When you think of hard money loans in San Diego, many people conjure up a picture of a dubious lender who does business in alleys with a hidden agenda of taking your real estate property. Contrary to what you’ve been thinking, hard money loans have earned a good reputation due to the benefits they provide to borrowers who may not be able to secure capital from conventional banks.

What’s a hard money loan?

A hard money loan is a type of short-term asset based loan that’s secured by real property. These loans are known as “last resort” or short term bridge loans and are mainly employed in real estate transactions, with the lender usually being private real estate funds or individual investors instead of banking institutions.

These sorts of loans are a lot more flexible compared to conventional bank loans just because the latter is only offered to low-risk cases. For instance, a hard money loan needs property as collateral for the mortgage.  This can typically be any type of property.  Residential, commercial, partially constructed, warehouse, cannabis related, storage, industrial – even raw land.  As long as there is property available to secure the loan and lendable equity in that property, a hard money loan is possible.
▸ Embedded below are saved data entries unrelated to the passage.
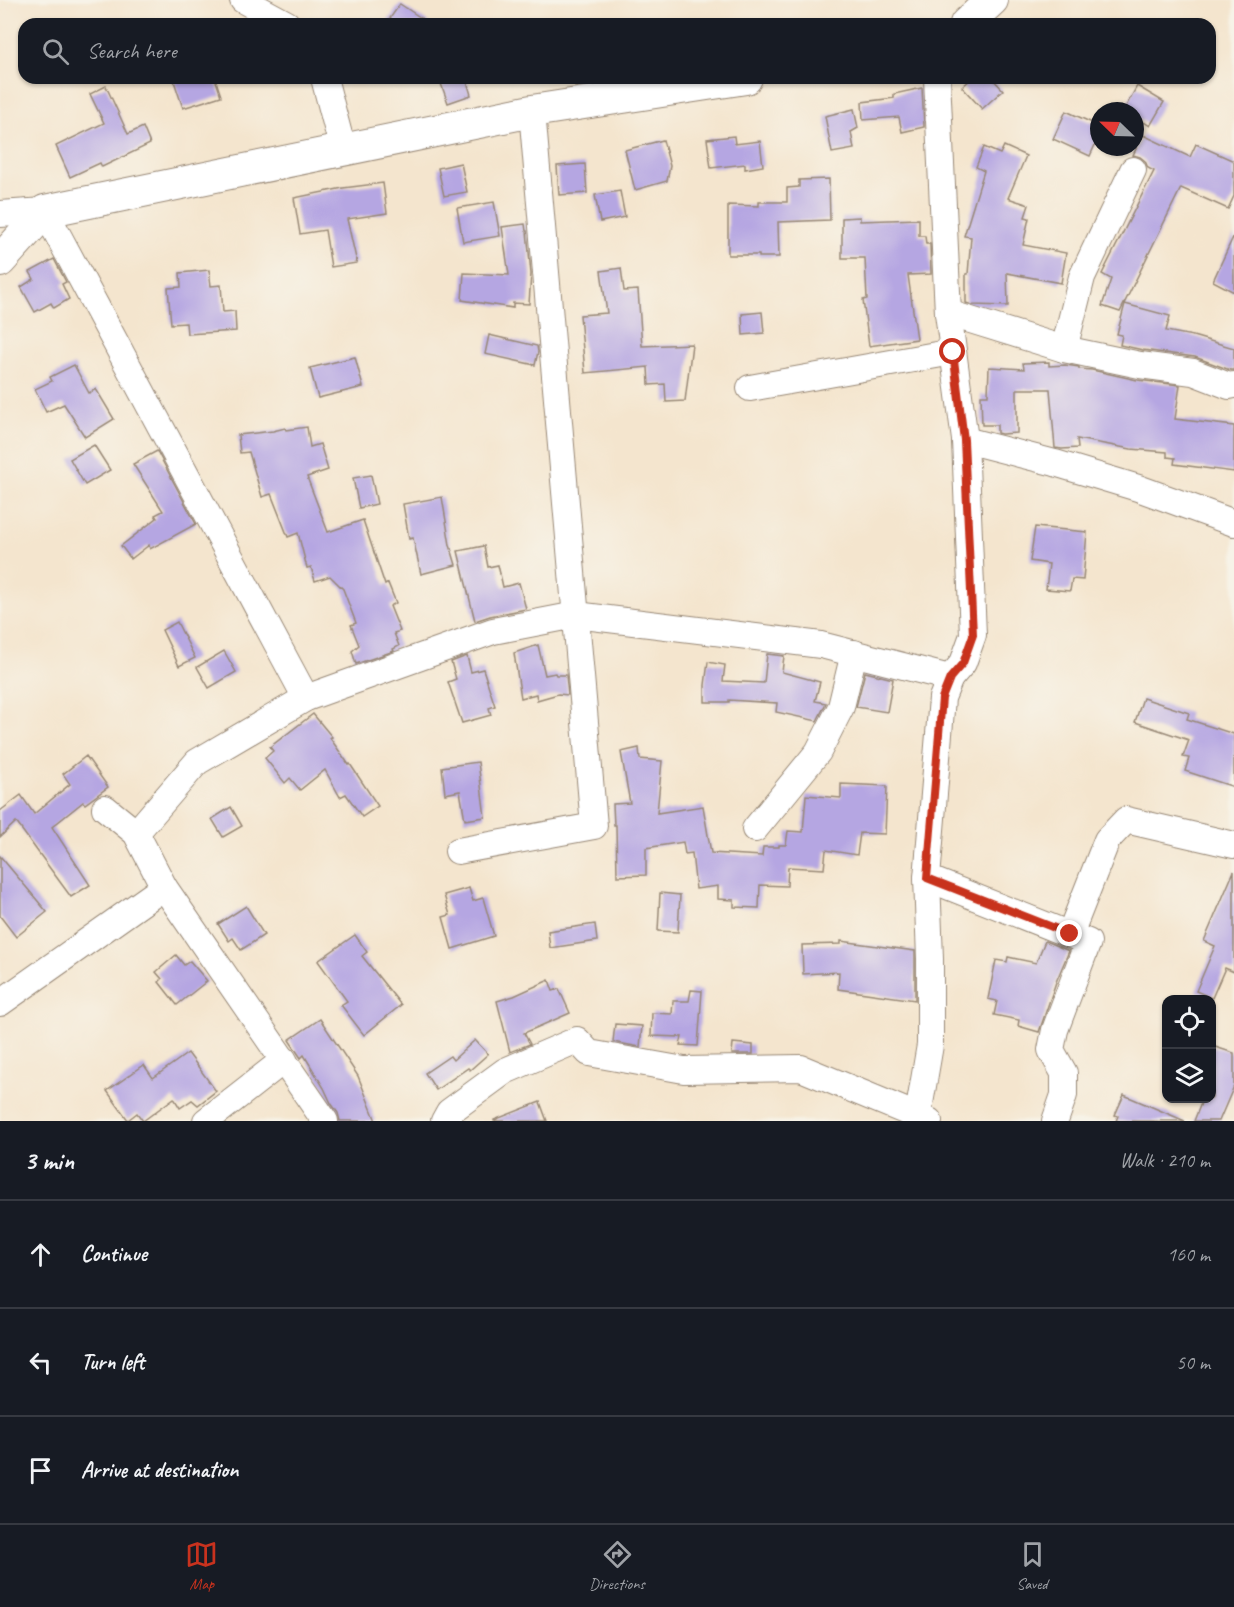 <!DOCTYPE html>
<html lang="en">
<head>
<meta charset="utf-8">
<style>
  body { margin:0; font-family:Caveat,sans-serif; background:#20242c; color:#f1f3f6 }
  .controls { position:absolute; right:18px; bottom:18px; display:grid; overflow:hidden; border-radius:12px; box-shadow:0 2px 4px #0004 }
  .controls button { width:54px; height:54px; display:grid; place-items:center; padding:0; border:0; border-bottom:2px solid #363941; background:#171b24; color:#f1f3f6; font:30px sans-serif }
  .compass { position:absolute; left:1090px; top:102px; width:54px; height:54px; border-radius:50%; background:#171b24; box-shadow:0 2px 4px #0004; rotate:293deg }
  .stop { position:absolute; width:18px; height:18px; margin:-14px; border:4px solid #c8321e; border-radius:50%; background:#fff }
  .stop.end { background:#c8321e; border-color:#fff; box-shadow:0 2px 6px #0008 }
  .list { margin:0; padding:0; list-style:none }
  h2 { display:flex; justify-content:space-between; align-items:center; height:78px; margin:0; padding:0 24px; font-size:26px }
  h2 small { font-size:20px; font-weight:400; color:#9ea1a6 }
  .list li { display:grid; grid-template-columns:39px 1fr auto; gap:18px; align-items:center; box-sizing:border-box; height:108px; padding:0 24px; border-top:2px solid #363941 }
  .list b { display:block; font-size:22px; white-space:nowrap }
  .list em { font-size:20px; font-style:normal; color:#9ea1a6 }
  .icon { flex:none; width:33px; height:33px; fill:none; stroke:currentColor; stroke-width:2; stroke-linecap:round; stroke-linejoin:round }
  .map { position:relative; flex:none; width:1234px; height:1121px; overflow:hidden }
  .search { position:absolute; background:#171b24; box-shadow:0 2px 4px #0004; left:18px; right:18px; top:18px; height:66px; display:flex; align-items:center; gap:15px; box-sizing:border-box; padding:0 21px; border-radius:18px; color:#9ea1a6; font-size:22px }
  .sheet { height:402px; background:#171b24 }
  nav { display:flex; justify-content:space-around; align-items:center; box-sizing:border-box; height:84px; border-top:2px solid #363941; background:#171b24; font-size:16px; color:#9ea1a6 }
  nav a { display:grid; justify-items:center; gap:3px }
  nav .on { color:#c8321e }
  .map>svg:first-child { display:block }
  .building { fill:#b5a6e2 }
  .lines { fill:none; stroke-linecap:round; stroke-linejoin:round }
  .minor-casing { stroke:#988876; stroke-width:28 }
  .tertiary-casing { stroke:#988876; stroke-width:34 }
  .minor { stroke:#fff; stroke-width:26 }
  .tertiary { stroke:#fff; stroke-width:32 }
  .route { stroke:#c8321e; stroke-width:8 }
</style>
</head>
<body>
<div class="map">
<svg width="1234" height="1121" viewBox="0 0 1234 1121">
  <rect width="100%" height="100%" fill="#f7f3e8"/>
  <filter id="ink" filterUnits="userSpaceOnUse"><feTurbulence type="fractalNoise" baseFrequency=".0167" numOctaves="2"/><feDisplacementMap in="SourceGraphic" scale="12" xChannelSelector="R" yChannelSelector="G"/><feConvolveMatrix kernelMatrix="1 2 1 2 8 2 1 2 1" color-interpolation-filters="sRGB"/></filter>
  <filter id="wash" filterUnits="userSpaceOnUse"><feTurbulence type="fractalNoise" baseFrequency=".008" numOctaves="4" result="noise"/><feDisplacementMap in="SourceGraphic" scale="24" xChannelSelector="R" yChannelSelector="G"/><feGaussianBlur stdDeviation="1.35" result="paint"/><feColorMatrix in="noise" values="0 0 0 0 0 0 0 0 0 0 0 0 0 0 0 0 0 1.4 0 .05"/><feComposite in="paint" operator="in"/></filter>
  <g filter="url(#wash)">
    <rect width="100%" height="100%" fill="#f4e5ce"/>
    <g id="blocks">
      <!-- building -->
      <g class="building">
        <polygon points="400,4 430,24 386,24"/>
        <polygon points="173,78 215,78 221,96 183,108"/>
        <polygon points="439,78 466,78 471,95 448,103"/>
        <polygon points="972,78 992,78 1003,90 982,109 962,87"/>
        <polygon points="106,86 128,134 143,127 150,144 102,167 100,163 70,177 56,146 104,123 90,94"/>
        <polygon points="1137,86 1164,102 1150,126 1135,116 1135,111 1124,110"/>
        <polygon points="922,88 924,127 902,132 899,117 863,120 862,102 894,98 894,94"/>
        <polygon points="854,109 858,128 851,132 854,149 832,153 825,116"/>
        <polygon points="1066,111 1099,126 1099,136 1090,156 1053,139"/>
        <polygon points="1143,135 1190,157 1196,144 1234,161 1234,196 1228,209 1181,188 1120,312 1102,306 1111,279 1102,274 1154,171 1148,168 1145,161 1140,157 1133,155"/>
        <polygon points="734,136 735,144 760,141 763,166 745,169 745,164 711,168 707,139"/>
        <polygon points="663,140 670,166 667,181 635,190 625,150"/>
        <polygon points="1004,146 1026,156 1008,198 1029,205 1025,217 1029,218 1023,245 1066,253 1061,283 1007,273 1008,306 972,305 966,303 966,274 968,274 971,237 964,236 984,171 976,167 984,147 1000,154"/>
        <polygon points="461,163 467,192 444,196 438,168"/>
        <polygon points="585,164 587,193 559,195 557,166"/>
        <polygon points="829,179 830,220 778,222 779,257 759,257 759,255 728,255 728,205 759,206 759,202 787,202 787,188 799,187 799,180"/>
        <polygon points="383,183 387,213 347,219 357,263 331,267 325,230 300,234 294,198 343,188"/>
        <polygon points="620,191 625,217 600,222 595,195"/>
        <polygon points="494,202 500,236 463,242 457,208"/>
        <polygon points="860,217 860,221 919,219 919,236 925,236 926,244 930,244 931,274 908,275 917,339 869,346 863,300 867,299 865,258 842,258 842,218"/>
        <polygon points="525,224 526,231 527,231 531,274 529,304 513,303 513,308 462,300 464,273 509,275 502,227"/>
        <polygon points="1234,235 1234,292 1213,281"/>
        <polygon points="54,259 66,282 62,284 69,299 54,308 51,303 35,312 21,287 34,279 30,272"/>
        <polygon points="621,268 624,291 638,290 642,346 692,344 685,401 666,402 665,384 649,385 648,367 585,373 580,315 607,313 601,271"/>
        <polygon points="209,270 211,286 221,285 223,312 235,311 236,331 187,334 186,323 171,324 168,288 181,287 180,273"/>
        <polygon points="1125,304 1170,316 1166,331 1193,336 1234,348 1234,370 1230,370 1195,357 1143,350 1120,345 1122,335 1117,334"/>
        <polygon points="762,312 764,333 743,335 742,314"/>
        <polygon points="489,335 537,346 538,352 535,365 485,354"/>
        <polygon points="355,357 363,387 318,398 310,368"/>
        <polygon points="1049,362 1049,366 1065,365 1079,367 1079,369 1092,370 1137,380 1180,385 1175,419 1234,426 1234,472 1174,464 1175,458 1167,457 1167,452 1131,449 1077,439 1078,448 1062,449 1055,448 1050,389 1017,389 1017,433 1001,434 997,433 997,425 982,425 981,395 988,395 989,367 1024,369 1023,363"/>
        <polygon points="74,365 89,393 96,389 114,419 85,437 64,404 46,412 35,389 52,381 50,377"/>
        <polygon points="307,427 310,447 320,444 328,470 307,477 328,532 363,520 385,585 388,583 396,603 390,606 400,631 394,633 399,646 393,649 394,651 356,664 352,651 359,645 351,625 356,623 343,589 330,576 315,581 311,567 307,568 298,533 288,537 271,494 262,497 249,452 240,453 238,435 273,431 285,428 286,430"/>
        <polygon points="94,445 110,470 85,485 70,459"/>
        <polygon points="157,451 196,524 150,549 149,545 131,559 121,546 157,518 155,515 163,511 133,464"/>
        <polygon points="371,475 377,504 359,508 353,478"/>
        <polygon points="442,497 450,545 456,565 421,574 413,538 409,539 403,504"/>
        <polygon points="1035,527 1087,532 1083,580 1072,579 1070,591 1046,589 1049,564 1030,561"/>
        <polygon points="484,546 488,567 498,565 503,587 519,583 526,609 490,616 475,621 458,551"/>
        <polygon points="177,622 195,658 179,666 162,630"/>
        <polygon points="538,645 545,675 555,673 556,675 566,675 568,695 558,694 537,700 536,694 521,698 514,653"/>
        <polygon points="224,651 236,672 209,688 197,667"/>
        <polygon points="767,654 784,656 782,672 820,682 815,701 826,703 817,721 776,712 777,703 729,700 729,702 705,702 705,685 708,662 725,665 723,681 764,683"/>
        <polygon points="467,656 471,672 483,669 495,706 489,708 491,715 462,723 448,682 456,679 451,662"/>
        <polygon points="865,672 893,679 887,712 856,707"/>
        <polygon points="1143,698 1189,713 1187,719 1234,734 1234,787 1185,771 1189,758 1183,757 1189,740 1135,722"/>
        <polygon points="313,714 332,737 330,738 349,765 350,764 378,806 362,817 346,794 340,797 325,770 300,790 290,778 285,783 265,758 273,751 270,747"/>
        <polygon points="639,748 640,759 662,761 657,813 703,806 711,853 762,856 763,847 779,847 779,845 786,845 788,831 803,832 806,795 841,798 841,784 887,786 885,834 860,833 857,855 826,850 824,869 788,867 787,886 760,885 759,908 734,907 734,900 718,899 718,886 696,889 692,853 685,854 683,842 646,848 646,875 617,876 616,825 614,825 613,804 630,803 621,752"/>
        <polygon points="86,756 108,787 85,804 83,802 52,827 90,885 71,897 16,822 0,837 0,811 21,795 34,814 70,784 63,774"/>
        <polygon points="478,762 485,817 465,820 460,791 445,794 442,767"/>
        <polygon points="231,807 242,826 223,837 212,819"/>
        <polygon points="0,856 47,912 16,937 0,916"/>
        <polygon points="1234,871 1234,972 1225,968 1212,998 1196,991 1215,946 1204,941"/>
        <polygon points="469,888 473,901 483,898 494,936 452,949 443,917 450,915 444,895"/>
        <polygon points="660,893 680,895 678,932 658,931"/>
        <polygon points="246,906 264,935 241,950 233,938 229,941 218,924"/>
        <polygon points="595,924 597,941 550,948 548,931"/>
        <polygon points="355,935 367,952 362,956 401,1005 364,1035 341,1005 347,1001 318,961"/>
        <polygon points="841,941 915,951 915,1000 838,989 839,972 803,974 802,945 841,944"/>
        <polygon points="1045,941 1069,951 1056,982 1039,1032 1018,1026 1019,1020 994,1015 997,1001 988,999 996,960 1007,962 1008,957 1036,963"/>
        <polygon points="176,955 184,965 190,961 207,981 177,1005 159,982 162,979 156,972"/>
        <polygon points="549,980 553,991 559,989 570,1013 524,1033 530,1044 510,1052 497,1001 514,996"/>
        <polygon points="691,990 702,991 698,1046 680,1045 682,1037 651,1036 652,1013 672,1014 673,1001 689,1001"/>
        <polygon points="320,1019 358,1076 376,1121 340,1121 338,1113 331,1103 324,1088 304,1055 301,1058 289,1040"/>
        <polygon points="615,1024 642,1026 640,1047 613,1042"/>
        <polygon points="475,1040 488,1054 470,1070 468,1068 436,1090 425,1073 450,1056 453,1060"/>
        <polygon points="733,1043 753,1045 753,1054 732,1054"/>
        <polygon points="1212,1046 1234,1053 1234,1086 1219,1121 1194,1121 1203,1098 1212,1098"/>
        <polygon points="188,1053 216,1091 198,1105 192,1100 180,1108 174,1098 143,1121 137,1113 128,1120 107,1091 144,1065 153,1078"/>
        <polygon points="1124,1095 1185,1121 1116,1121 1118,1116 1115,1115"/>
        <polygon points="540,1102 547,1121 494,1121 494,1120"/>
      </g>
    </g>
  </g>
  <g filter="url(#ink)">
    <use href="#blocks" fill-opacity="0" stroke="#988876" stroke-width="1.5"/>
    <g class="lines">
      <!-- minor casing -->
      <g class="minor-casing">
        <g id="minor">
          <polyline points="243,0 287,24"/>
          <polyline points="324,78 343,150"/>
          <polyline points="0,214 45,211 306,698"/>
          <polyline points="948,313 1064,349 1140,365 1193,372 1229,386 1234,385"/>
          <polyline points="1064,349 1082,277 1133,170"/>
          <polyline points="750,388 953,352"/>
          <polyline points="965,440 1055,463 1138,488 1234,523"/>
          <polyline points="105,808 136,833 164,887 325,1121"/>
          <polyline points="755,829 818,752 841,707 854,653"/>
          <polyline points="136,833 197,762 306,698 493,631 576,615 821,645 950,678"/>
          <polyline points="458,851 594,826 532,111"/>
          <polyline points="927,878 1088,942 1055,1030 1051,1050 1064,1073 1064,1095 1055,1121"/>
          <polyline points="1070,934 1107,840 1126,820 1234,845"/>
          <polyline points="0,1003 164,887"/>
          <polyline points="206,1121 284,1060"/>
          <polyline points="444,1121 449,1112 505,1071 577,1040 589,1053 684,1070 801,1068 929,1121"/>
          <polyline points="917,1121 930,1045 930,959 927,878 942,698 950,678 963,663 973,635 965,440 948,313 937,78"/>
        </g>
      </g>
      <!-- tertiary casing -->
      <g class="tertiary-casing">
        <g id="tertiary">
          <polyline points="966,24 992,0"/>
          <polyline points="0,261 45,211 532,111 746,78"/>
        </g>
      </g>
      <!-- minor -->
      <use href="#minor" class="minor"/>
      <!-- tertiary -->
      <use href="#tertiary" class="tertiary"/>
    </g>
  </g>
  <g class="lines" filter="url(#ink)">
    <!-- route -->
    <polyline class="route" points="953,352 964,440 973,635 963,663 950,678 942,698 927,878 1070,934"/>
  </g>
</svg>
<div class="controls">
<button><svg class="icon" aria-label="locate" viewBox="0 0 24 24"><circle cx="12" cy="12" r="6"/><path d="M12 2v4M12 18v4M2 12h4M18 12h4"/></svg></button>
<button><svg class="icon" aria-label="layers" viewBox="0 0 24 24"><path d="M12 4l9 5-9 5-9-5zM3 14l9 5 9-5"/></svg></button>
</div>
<svg class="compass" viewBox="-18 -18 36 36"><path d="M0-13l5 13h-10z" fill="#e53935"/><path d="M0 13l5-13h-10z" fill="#9ea1a6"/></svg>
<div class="stop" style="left:953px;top:352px"></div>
<div class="stop end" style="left:1070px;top:934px"></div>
<div class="search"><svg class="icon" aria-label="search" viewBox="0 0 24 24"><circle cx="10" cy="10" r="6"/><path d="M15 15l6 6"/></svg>Search here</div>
</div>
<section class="sheet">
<h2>3 min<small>Walk · 210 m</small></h2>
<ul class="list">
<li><svg class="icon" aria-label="ahead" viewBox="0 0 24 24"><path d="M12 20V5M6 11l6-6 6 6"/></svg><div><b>Continue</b></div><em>160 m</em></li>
<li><svg class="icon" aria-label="left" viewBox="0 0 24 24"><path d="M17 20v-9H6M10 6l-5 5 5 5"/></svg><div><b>Turn left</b></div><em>50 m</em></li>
<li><svg class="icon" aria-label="arrive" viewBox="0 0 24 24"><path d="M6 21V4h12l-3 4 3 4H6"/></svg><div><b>Arrive at destination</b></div></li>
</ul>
</section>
<nav>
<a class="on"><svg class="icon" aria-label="map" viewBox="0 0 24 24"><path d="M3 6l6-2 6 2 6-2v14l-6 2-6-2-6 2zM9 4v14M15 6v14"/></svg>Map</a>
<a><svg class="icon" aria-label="directions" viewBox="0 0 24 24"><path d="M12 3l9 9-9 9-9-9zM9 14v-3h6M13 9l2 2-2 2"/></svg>Directions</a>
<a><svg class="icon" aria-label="saved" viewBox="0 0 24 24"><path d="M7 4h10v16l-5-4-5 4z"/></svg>Saved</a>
</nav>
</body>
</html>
While hard money lenders in San Diego may accept any sort of property as security, some lenders prefer one type of property over another. Not all hard money lenders, for example, will lend on raw land.  The same can be said for construction, industrial and other specialized types of property.

You must not forget that a hard money loan can’t be the best option for all financial needs. If you’re thinking of purchasing a house and are looking for a long term loan, there are better loans with better repayment terms and interest rates. This is where a conventional bank loan would be your best choice. Conversely, a hard money loan is perfect for construction loans if the banks have turned you down or you need to move quickly.  It can also be perfect for a bridge loan situation – for example if you are buying a house but have not sold your house yet.  In this type of scenario, the higher rate may make sense – then once your current home is sold and your debt to income ratios are in line you can refinance into a longer term conventional loan.

As far as hard money loan rates are concerned, they differ between lenders as well as property types. In a niche where there are many private lenders, such as for a single family home for investment purposes, you can get a much lower interest rate due to the tough competition.   For something like a hard money loan on land on the other hand, there are a lot less lenders so rates are typically going to be higher.  Generally interest rates fall between nine and twelve percent. If you find these rates more expensive than traditional bank’s interest, it is simply because private money lenders in San Diego bear a higher risk for the money they lend.

If your loan application was rejected by your bank, don’t give up – a hard money lender in San Diego can be your saving grace.